> [What you have to do]
What is needed is every line of the data that includes the word "panel". Please copy each one.

··········

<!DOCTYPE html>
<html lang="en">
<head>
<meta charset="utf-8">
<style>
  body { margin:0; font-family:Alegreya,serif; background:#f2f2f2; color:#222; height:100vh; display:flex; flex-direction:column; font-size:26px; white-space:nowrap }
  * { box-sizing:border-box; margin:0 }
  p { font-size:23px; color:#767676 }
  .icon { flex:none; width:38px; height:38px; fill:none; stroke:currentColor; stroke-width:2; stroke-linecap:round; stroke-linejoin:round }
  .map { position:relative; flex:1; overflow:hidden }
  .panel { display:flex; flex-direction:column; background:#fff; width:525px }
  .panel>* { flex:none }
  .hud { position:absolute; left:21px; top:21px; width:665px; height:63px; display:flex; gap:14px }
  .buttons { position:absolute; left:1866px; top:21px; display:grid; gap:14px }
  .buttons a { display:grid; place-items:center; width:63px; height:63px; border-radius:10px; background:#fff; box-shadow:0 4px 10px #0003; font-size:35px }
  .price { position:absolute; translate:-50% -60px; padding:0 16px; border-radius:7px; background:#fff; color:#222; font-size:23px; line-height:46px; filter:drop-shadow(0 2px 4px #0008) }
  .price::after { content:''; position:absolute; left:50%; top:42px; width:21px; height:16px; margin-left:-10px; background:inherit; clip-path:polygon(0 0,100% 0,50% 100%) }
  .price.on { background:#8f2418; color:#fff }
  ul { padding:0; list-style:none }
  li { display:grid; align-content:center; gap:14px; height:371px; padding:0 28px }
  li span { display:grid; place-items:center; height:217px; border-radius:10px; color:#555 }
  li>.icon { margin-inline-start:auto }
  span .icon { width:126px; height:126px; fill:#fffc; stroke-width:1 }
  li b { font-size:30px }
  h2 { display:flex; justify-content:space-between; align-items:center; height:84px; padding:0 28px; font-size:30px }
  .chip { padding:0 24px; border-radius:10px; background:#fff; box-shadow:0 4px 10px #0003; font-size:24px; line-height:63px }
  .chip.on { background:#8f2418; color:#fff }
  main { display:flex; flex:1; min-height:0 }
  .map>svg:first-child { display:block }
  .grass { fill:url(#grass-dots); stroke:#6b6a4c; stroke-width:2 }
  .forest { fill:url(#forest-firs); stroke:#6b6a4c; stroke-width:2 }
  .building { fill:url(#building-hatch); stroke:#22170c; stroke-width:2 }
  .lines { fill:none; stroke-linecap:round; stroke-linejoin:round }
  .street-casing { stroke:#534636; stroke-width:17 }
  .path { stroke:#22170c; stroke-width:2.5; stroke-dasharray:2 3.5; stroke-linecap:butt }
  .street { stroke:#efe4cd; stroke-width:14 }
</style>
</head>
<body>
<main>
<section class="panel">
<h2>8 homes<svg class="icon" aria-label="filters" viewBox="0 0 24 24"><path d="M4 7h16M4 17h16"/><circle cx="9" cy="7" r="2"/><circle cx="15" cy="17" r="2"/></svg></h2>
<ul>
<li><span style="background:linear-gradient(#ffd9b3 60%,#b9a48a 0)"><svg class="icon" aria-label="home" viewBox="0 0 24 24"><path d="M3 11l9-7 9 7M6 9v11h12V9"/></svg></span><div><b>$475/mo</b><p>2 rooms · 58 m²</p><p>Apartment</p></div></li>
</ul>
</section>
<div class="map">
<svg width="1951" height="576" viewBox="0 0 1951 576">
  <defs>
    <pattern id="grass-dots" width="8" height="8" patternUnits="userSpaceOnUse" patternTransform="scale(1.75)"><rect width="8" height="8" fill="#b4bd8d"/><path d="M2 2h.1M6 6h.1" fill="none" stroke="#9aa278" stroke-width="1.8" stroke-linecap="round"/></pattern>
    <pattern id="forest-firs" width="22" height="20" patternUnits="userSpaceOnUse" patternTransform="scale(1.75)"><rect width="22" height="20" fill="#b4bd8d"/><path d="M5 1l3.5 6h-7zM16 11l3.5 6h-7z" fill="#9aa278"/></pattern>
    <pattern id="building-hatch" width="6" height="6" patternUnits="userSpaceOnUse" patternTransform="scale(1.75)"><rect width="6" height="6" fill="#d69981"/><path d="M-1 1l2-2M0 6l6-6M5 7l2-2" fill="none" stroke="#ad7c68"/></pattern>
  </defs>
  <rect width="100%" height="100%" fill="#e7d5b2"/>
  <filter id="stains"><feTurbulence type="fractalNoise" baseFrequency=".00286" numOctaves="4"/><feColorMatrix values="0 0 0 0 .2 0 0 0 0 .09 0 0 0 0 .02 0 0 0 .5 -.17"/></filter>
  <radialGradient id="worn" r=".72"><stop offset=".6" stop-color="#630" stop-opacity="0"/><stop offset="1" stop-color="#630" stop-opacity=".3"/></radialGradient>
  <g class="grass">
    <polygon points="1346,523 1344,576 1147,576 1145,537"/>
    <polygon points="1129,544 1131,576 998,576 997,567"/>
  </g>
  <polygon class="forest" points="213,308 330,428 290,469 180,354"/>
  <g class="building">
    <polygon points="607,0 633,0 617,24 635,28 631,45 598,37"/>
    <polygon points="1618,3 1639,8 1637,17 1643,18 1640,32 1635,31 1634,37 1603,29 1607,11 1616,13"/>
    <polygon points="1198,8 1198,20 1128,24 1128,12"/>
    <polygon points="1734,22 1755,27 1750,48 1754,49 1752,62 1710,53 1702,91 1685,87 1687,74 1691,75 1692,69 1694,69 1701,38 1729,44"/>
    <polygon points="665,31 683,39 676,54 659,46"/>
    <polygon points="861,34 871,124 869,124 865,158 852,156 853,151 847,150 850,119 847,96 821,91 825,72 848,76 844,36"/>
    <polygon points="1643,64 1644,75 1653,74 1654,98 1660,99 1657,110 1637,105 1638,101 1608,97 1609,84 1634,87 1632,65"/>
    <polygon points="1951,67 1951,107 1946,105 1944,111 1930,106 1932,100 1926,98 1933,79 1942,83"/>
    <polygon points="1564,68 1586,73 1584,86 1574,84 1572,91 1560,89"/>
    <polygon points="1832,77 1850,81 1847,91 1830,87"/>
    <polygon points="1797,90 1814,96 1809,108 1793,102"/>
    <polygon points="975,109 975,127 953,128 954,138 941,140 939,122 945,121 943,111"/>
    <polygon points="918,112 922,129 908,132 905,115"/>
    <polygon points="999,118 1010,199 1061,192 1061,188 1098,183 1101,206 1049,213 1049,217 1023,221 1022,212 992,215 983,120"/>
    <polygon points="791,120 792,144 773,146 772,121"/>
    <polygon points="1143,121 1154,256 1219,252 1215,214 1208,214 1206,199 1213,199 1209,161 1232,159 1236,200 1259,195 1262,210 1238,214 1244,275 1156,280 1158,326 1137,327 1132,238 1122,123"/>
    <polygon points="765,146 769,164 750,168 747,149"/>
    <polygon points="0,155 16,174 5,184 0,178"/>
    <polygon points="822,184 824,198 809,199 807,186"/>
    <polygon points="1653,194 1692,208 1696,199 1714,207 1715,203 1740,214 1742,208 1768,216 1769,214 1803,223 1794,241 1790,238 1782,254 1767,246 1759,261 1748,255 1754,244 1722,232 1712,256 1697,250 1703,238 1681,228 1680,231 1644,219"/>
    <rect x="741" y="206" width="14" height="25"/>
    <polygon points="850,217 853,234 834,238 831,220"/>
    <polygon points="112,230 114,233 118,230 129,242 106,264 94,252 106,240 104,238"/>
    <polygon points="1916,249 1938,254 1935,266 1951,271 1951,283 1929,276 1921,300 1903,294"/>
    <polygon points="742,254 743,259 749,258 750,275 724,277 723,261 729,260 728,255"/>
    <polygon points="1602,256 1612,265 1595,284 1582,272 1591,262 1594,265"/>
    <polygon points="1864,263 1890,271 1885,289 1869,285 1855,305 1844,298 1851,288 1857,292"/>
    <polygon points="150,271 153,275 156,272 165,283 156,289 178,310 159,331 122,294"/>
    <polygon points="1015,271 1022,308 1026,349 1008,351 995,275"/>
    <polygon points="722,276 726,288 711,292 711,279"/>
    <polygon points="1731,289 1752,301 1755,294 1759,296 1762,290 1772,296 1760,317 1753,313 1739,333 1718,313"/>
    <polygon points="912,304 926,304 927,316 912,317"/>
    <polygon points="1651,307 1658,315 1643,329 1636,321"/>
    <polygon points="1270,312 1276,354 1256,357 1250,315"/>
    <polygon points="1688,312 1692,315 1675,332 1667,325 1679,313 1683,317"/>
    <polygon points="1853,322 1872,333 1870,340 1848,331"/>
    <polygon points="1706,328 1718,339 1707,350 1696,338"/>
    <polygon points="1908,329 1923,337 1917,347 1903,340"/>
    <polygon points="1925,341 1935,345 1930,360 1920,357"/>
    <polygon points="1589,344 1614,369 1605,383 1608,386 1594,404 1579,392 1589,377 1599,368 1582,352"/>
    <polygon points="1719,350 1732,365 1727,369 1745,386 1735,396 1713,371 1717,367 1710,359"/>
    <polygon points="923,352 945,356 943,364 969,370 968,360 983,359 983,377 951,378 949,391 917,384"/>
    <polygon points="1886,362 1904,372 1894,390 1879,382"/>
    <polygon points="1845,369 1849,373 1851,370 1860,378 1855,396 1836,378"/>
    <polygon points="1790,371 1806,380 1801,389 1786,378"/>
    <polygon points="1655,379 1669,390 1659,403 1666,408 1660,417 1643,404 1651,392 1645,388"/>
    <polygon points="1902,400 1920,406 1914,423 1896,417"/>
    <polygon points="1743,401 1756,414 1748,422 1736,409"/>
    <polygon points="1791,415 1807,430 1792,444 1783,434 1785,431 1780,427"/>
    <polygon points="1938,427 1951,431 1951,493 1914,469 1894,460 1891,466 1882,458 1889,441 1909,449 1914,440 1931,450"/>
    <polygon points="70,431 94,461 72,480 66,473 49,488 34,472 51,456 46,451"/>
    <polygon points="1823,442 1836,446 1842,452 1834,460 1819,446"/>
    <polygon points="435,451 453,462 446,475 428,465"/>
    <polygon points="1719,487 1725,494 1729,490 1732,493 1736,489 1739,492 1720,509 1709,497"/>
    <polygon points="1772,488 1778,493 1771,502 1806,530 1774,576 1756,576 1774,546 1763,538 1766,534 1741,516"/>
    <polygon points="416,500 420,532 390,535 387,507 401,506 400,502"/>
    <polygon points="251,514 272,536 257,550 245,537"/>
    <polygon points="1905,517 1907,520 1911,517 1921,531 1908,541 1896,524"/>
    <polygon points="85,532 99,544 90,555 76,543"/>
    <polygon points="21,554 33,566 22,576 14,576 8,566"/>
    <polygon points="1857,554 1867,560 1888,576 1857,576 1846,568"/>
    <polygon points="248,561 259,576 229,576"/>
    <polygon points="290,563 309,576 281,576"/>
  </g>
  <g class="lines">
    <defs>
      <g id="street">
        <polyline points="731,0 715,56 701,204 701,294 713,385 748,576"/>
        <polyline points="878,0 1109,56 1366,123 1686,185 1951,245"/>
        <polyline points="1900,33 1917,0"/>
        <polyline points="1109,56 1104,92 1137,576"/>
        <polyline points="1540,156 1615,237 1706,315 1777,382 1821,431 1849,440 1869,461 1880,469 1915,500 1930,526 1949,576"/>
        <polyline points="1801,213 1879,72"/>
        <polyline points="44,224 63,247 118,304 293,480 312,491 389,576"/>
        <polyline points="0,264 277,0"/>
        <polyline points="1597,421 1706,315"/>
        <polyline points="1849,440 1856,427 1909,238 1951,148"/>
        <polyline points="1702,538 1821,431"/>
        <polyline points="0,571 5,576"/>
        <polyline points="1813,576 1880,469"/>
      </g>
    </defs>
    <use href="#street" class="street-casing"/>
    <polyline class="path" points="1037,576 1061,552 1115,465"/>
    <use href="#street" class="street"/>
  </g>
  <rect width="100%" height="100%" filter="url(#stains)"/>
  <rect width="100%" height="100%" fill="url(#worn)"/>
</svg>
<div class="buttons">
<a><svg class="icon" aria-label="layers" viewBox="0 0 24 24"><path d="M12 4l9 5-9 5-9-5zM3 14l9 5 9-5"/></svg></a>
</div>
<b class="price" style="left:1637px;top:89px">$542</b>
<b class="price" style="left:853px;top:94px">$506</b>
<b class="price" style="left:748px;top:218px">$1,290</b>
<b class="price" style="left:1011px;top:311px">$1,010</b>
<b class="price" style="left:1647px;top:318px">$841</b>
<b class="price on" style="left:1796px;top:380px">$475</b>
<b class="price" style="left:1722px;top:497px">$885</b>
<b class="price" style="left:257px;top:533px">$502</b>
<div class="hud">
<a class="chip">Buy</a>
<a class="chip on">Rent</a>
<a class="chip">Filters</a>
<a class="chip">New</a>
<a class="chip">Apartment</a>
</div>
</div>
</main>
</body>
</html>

··········

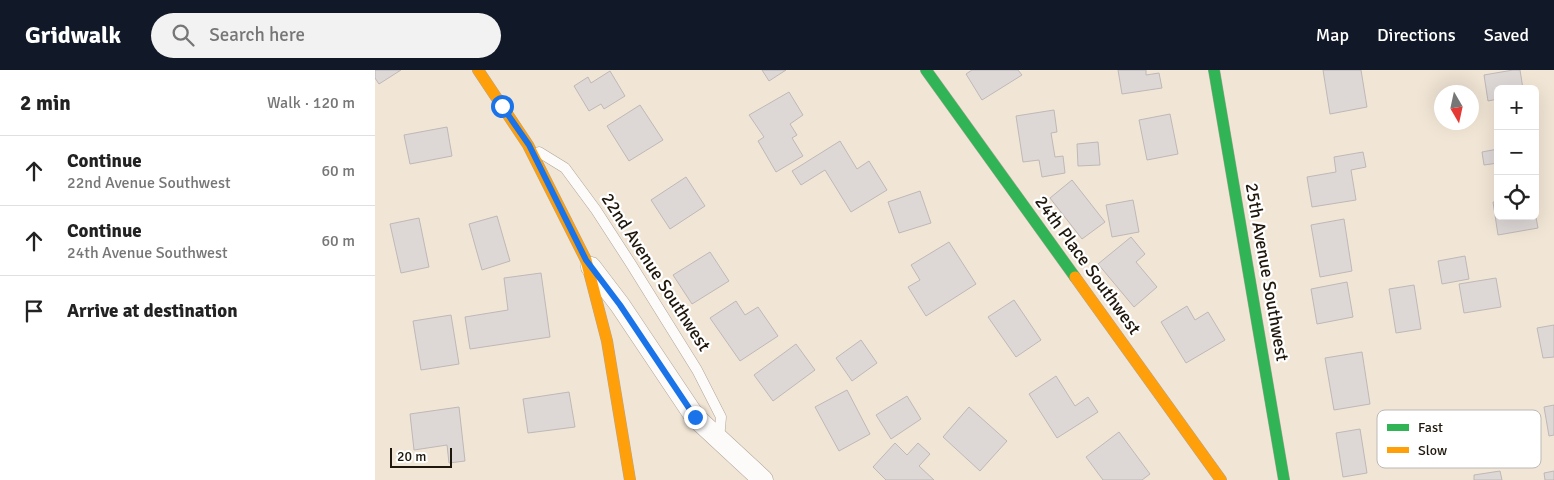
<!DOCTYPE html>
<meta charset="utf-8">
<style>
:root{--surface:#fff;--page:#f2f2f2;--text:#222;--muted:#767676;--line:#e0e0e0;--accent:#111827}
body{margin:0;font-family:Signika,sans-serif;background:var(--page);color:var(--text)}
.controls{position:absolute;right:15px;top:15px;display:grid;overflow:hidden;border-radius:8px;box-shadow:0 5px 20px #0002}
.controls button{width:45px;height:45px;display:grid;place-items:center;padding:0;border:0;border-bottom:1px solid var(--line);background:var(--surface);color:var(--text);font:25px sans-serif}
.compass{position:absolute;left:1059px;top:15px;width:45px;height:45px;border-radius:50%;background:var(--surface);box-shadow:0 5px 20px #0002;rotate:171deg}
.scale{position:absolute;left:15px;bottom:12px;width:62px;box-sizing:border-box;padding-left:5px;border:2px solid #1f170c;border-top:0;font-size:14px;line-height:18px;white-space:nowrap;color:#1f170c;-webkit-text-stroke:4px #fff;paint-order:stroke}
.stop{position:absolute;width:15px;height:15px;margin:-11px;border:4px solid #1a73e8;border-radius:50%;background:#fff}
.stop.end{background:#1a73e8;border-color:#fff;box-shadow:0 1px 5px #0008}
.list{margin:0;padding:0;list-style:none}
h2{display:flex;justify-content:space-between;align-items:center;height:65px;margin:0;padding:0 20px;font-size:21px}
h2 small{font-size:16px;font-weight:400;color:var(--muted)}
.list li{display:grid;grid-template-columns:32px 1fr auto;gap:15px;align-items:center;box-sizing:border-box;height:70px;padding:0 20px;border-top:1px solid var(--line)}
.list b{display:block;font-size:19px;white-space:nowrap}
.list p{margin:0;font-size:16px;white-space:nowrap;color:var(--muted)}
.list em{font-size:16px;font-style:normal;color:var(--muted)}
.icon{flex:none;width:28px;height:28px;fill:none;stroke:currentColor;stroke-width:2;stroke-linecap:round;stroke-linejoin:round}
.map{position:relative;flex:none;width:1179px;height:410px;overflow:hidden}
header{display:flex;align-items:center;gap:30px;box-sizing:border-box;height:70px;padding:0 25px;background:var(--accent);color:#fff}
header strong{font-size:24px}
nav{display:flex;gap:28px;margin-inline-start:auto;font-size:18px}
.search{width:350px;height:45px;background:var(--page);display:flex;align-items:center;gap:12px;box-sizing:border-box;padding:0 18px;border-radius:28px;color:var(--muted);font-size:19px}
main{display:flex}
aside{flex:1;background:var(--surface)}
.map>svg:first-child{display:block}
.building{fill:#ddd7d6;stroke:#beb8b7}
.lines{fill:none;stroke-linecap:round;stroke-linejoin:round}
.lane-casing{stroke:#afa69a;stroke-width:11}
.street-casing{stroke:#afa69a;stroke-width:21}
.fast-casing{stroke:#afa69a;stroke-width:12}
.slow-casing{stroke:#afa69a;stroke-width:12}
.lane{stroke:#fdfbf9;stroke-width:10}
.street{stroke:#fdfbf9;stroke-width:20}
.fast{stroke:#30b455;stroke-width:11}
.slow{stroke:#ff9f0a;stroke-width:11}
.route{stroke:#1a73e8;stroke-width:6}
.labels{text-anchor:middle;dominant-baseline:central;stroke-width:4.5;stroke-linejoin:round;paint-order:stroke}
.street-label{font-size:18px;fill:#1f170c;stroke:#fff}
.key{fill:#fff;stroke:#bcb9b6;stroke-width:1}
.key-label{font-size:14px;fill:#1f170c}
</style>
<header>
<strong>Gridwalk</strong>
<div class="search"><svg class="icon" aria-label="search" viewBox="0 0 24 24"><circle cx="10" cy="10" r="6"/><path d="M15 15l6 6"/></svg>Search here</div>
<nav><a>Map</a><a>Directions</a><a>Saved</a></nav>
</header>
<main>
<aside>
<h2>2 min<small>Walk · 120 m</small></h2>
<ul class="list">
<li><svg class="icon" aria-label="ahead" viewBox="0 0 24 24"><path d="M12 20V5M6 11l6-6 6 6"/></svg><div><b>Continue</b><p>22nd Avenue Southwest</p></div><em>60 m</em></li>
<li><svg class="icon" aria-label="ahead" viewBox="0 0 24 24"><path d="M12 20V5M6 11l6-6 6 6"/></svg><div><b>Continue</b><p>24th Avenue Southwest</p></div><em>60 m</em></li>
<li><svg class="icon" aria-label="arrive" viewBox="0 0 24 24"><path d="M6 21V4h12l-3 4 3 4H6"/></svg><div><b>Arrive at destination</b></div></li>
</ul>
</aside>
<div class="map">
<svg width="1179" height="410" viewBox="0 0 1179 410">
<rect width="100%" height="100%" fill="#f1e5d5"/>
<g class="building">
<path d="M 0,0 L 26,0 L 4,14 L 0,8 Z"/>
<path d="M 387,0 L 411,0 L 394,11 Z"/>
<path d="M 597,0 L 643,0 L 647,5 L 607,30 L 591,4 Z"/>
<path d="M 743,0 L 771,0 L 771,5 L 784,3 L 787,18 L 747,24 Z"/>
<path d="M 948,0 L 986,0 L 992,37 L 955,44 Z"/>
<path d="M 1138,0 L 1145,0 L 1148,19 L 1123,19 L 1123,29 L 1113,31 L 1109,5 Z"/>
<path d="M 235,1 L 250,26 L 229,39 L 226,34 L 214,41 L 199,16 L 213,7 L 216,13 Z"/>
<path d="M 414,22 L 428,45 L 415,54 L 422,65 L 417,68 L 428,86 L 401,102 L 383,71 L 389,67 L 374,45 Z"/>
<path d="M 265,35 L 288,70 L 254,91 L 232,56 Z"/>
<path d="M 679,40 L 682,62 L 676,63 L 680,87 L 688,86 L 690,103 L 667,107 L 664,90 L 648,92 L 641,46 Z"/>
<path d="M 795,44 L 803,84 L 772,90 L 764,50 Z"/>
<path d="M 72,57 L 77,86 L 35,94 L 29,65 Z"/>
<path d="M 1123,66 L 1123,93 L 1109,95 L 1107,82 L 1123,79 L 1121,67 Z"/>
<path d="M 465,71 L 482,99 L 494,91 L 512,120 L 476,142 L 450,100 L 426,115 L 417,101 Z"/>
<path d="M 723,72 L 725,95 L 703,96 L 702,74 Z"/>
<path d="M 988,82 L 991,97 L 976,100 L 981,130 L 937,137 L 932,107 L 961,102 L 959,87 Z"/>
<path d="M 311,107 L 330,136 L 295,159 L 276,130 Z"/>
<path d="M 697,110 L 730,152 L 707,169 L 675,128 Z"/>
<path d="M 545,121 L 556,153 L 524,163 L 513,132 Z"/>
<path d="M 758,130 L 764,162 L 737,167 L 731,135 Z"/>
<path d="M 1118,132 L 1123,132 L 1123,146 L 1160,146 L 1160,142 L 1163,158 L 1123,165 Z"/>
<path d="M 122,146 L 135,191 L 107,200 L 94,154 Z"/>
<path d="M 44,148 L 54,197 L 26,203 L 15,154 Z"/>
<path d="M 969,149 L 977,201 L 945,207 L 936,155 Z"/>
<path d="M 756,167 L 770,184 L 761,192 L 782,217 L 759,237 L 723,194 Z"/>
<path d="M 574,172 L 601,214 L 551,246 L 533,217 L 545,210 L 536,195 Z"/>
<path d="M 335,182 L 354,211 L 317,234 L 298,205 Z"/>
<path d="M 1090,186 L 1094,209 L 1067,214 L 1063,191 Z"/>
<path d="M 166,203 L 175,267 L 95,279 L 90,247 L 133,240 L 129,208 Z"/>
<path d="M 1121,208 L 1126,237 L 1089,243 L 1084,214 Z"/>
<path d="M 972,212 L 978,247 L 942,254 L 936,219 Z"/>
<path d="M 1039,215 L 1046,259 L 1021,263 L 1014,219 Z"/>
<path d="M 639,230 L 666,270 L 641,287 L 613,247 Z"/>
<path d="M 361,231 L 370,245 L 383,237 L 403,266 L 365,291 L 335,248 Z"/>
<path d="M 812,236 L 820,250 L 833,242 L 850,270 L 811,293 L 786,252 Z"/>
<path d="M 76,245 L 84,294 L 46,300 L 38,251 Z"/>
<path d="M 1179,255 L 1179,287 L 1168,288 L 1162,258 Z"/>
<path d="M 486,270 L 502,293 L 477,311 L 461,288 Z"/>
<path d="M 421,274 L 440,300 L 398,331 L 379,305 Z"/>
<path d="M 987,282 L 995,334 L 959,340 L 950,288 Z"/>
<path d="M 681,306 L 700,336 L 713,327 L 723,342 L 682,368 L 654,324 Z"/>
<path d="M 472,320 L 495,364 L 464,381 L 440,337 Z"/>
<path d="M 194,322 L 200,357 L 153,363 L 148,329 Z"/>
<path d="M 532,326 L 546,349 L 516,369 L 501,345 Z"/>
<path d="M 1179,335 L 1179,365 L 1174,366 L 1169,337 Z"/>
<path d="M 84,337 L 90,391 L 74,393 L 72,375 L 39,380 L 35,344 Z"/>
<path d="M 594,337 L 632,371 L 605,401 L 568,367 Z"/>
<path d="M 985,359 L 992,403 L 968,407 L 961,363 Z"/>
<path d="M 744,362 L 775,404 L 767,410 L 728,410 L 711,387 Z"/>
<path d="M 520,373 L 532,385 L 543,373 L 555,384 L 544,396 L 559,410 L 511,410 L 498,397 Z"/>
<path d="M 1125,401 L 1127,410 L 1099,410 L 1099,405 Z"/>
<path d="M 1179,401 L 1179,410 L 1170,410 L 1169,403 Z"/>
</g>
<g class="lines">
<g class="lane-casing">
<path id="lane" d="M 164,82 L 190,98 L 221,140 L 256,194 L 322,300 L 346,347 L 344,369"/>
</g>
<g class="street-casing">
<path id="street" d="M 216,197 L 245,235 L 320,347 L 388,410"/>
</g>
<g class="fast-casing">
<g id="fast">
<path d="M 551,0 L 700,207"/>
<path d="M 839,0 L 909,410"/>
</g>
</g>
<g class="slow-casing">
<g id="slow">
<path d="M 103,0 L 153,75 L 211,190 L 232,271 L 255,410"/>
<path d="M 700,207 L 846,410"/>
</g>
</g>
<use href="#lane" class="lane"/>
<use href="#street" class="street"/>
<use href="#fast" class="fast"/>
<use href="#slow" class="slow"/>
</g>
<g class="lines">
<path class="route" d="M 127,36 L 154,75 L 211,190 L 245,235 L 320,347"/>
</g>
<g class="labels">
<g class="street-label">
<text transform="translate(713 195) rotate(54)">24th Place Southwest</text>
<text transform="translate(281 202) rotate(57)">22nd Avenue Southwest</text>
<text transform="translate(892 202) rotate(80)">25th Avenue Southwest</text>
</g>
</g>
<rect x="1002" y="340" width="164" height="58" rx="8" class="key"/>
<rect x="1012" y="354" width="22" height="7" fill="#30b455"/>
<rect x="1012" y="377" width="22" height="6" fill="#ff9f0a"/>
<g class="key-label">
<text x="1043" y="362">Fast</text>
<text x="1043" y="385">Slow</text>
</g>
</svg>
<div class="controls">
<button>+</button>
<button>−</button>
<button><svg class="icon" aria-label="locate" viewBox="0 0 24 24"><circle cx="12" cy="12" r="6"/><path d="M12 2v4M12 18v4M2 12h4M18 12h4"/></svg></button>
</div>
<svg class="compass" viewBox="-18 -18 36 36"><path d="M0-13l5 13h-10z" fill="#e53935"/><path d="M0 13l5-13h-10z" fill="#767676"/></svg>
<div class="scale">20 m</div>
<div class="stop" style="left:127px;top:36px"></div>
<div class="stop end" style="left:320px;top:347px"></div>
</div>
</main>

··········

> [Answer to the problem]
  .panel { display:flex; flex-direction:column; background:#fff; width:525px }
  .panel>* { flex:none }
<section class="panel">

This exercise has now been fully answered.